[[ Task input open ]]

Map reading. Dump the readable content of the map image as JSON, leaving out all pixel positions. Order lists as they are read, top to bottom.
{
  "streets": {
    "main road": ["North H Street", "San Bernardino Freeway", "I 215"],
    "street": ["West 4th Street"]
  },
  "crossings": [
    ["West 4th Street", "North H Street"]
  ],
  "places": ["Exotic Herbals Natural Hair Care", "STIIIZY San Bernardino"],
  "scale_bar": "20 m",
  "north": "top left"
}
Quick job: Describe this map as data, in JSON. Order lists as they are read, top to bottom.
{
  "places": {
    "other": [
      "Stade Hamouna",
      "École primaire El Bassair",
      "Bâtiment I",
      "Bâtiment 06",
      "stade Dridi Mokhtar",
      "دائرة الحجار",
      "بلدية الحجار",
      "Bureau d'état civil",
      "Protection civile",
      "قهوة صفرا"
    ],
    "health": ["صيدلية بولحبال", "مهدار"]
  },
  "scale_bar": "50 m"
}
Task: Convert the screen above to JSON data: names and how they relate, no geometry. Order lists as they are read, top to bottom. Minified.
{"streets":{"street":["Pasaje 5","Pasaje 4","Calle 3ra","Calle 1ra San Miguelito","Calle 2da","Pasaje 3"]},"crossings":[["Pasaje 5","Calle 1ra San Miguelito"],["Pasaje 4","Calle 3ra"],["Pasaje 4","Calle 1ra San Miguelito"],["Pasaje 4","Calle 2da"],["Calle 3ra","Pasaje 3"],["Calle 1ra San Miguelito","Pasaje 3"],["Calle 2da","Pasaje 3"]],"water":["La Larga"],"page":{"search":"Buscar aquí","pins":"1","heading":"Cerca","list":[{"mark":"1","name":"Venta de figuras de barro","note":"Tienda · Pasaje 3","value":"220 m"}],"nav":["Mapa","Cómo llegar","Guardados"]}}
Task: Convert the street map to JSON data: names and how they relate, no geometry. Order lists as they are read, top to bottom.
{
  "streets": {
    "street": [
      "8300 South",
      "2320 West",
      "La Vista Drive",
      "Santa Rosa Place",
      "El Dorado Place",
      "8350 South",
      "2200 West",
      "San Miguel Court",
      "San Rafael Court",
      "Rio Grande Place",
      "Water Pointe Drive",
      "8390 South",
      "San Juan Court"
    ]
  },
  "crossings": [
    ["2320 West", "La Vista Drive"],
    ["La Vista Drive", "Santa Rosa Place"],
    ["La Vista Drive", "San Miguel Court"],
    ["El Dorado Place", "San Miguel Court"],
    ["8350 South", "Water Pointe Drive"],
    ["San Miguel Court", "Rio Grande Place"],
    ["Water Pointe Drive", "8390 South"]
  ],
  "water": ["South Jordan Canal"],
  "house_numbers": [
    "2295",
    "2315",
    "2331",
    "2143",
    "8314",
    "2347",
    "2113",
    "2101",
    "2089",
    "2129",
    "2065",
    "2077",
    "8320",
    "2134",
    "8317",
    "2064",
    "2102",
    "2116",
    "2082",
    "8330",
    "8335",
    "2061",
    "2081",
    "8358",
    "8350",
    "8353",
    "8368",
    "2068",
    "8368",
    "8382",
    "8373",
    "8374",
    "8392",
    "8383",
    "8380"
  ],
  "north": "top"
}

[[ Task input closed ]]

Problem details: Nothing in the records may change; output all of them exactly.

Answer box:
Map reading. Dump the readable content of the map image as JSON, leaving out all pixel positions. Order lists as they are read, top to bottom.
{
  "streets": {
    "main road": ["North H Street", "San Bernardino Freeway", "I 215"],
    "street": ["West 4th Street"]
  },
  "crossings": [
    ["West 4th Street", "North H Street"]
  ],
  "places": ["Exotic Herbals Natural Hair Care", "STIIIZY San Bernardino"],
  "scale_bar": "20 m",
  "north": "top left"
}
Quick job: Describe this map as data, in JSON. Order lists as they are read, top to bottom.
{
  "places": {
    "other": [
      "Stade Hamouna",
      "École primaire El Bassair",
      "Bâtiment I",
      "Bâtiment 06",
      "stade Dridi Mokhtar",
      "دائرة الحجار",
      "بلدية الحجار",
      "Bureau d'état civil",
      "Protection civile",
      "قهوة صفرا"
    ],
    "health": ["صيدلية بولحبال", "مهدار"]
  },
  "scale_bar": "50 m"
}
Task: Convert the screen above to JSON data: names and how they relate, no geometry. Order lists as they are read, top to bottom. Minified.
{"streets":{"street":["Pasaje 5","Pasaje 4","Calle 3ra","Calle 1ra San Miguelito","Calle 2da","Pasaje 3"]},"crossings":[["Pasaje 5","Calle 1ra San Miguelito"],["Pasaje 4","Calle 3ra"],["Pasaje 4","Calle 1ra San Miguelito"],["Pasaje 4","Calle 2da"],["Calle 3ra","Pasaje 3"],["Calle 1ra San Miguelito","Pasaje 3"],["Calle 2da","Pasaje 3"]],"water":["La Larga"],"page":{"search":"Buscar aquí","pins":"1","heading":"Cerca","list":[{"mark":"1","name":"Venta de figuras de barro","note":"Tienda · Pasaje 3","value":"220 m"}],"nav":["Mapa","Cómo llegar","Guardados"]}}
Task: Convert the street map to JSON data: names and how they relate, no geometry. Order lists as they are read, top to bottom.
{
  "streets": {
    "street": [
      "8300 South",
      "2320 West",
      "La Vista Drive",
      "Santa Rosa Place",
      "El Dorado Place",
      "8350 South",
      "2200 West",
      "San Miguel Court",
      "San Rafael Court",
      "Rio Grande Place",
      "Water Pointe Drive",
      "8390 South",
      "San Juan Court"
    ]
  },
  "crossings": [
    ["2320 West", "La Vista Drive"],
    ["La Vista Drive", "Santa Rosa Place"],
    ["La Vista Drive", "San Miguel Court"],
    ["El Dorado Place", "San Miguel Court"],
    ["8350 South", "Water Pointe Drive"],
    ["San Miguel Court", "Rio Grande Place"],
    ["Water Pointe Drive", "8390 South"]
  ],
  "water": ["South Jordan Canal"],
  "house_numbers": [
    "2295",
    "2315",
    "2331",
    "2143",
    "8314",
    "2347",
    "2113",
    "2101",
    "2089",
    "2129",
    "2065",
    "2077",
    "8320",
    "2134",
    "8317",
    "2064",
    "2102",
    "2116",
    "2082",
    "8330",
    "8335",
    "2061",
    "2081",
    "8358",
    "8350",
    "8353",
    "8368",
    "2068",
    "8368",
    "8382",
    "8373",
    "8374",
    "8392",
    "8383",
    "8380"
  ],
  "north": "top"
}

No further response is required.